Nei due weekend del gusto, sopra scenografiche bancarelle troneggiano i frutti che gli agricoltori raccolgono dalle vecchie piante, sopravvissute dalle coltivazioni del passato, o da quelle collocate ex novo: le sorbe, colorate e piacevolmente aspre; l’uva spina, un frutto di bosco simile al ribes per la forma ma dal colore tra il giallo e il verde; gli azzeruoli, rossi e agrodolci; il corbezzolo, dai cui fiori si ottiene un miele particolarmente aromatico; le giuggiole, da cui si ricava il celebre nettare chiamato “brodo” per il suo gusto zuccherino; le pere spadone e volpine; le avellane, un termine antico con cui in passato si indicavano noci, nocciole e mandorle.
A Casola Valsenio, diventato famoso come il “Paese delle erbe e dei frutti dimenticati”, accanto a questi prodotti delle terra “di altri tempi” si trovano poi trovano liquori, conserve, composte e specialità dolci e salate cucinate per l’occasione dai ristoranti della zona, dal risotto con le pere volpine all’arista di maiale con le castagne, dalle frittelle di mele alle immancabili crostate con marmellate rigorosamente fatte in casa, fino ai prugnoli spinosi – che crescono ai margini di sentieri e boschi – ripieni di zabaione e noci, la torta di marroni e il “migliaccio”, preparato con mele cotogne, pere volpine, mele gialle, cioccolato, pane raffermo grattugiato, canditi, riso e sangue di maiale.

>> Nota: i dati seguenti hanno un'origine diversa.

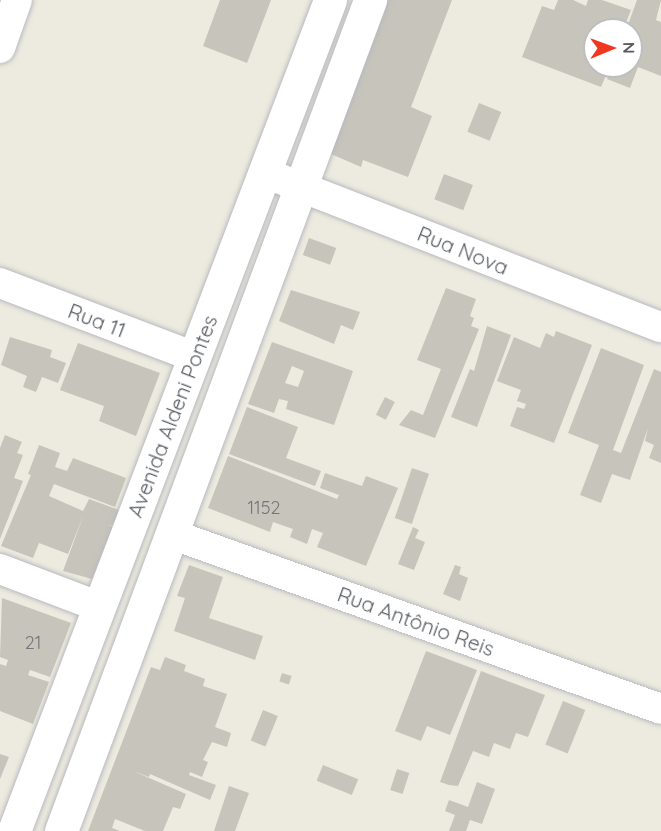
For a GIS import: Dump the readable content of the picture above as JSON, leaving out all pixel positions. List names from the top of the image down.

E, ancora, golosità della gastronomia emiliana come la polenta fritta e il sambudello, un salame ricavato dalla lingua e altre parti suine meno pregiate, che si consuma fresco, cotto sulla griglia o sott’olio.
Accanto alle degustazioni spazio a una serie di appuntamenti alla scoperta del territorio e della storia affascinante che ruota attorno a questi frutti: visite guidate ai luoghi di interesse storico, incontri tematici, concorsi e laboratori di cucina.
I frutti dimenticati, cibo dei contadini
I frutti dimenticati, cibo dei contadini
Fin dal tardo Medioevo le giuggiole, l’uva spina e le altre varietà, destinate al solo consumo domestico, erano coltivate nei campi casolani, ma crescevano anche spontaneamente nei boschi dell’Appennino e sugli alberi nelle vicinanze delle case coloniche; in autunno i contadini raccoglievano i frutti in quantità abbondanti, conservandoli o lanciandoli maturare all’interno delle soffitte, al riparo dalla pioggia e dal freddo, per poi attingere alla preziosa scorta durante i mesi invernali, quando il pasto quotidiano non sempre era assicurato. Mele, castagne e noci sostituivano spesso il pranzo o la cena, accompagnati dal pane, l’unico alimento che non mancava mai in dispensa.
Con il tempo questi frutti sono diventati sempre più rari, fino a scomparire quasi del tutto nella seconda metà del secolo scorso, quando il miglioramento generale delle condizioni di vita ha consentito a tutti un’alimentazione più ricca e varia. Poco più di due decenni fa nei casolani è nata la volontà di recuperare queste antiche colture – una straordinaria testimonianza di biodiversità e parte integrante della storia del territorio – e trasmetterne la memoria alle giovani generazioni.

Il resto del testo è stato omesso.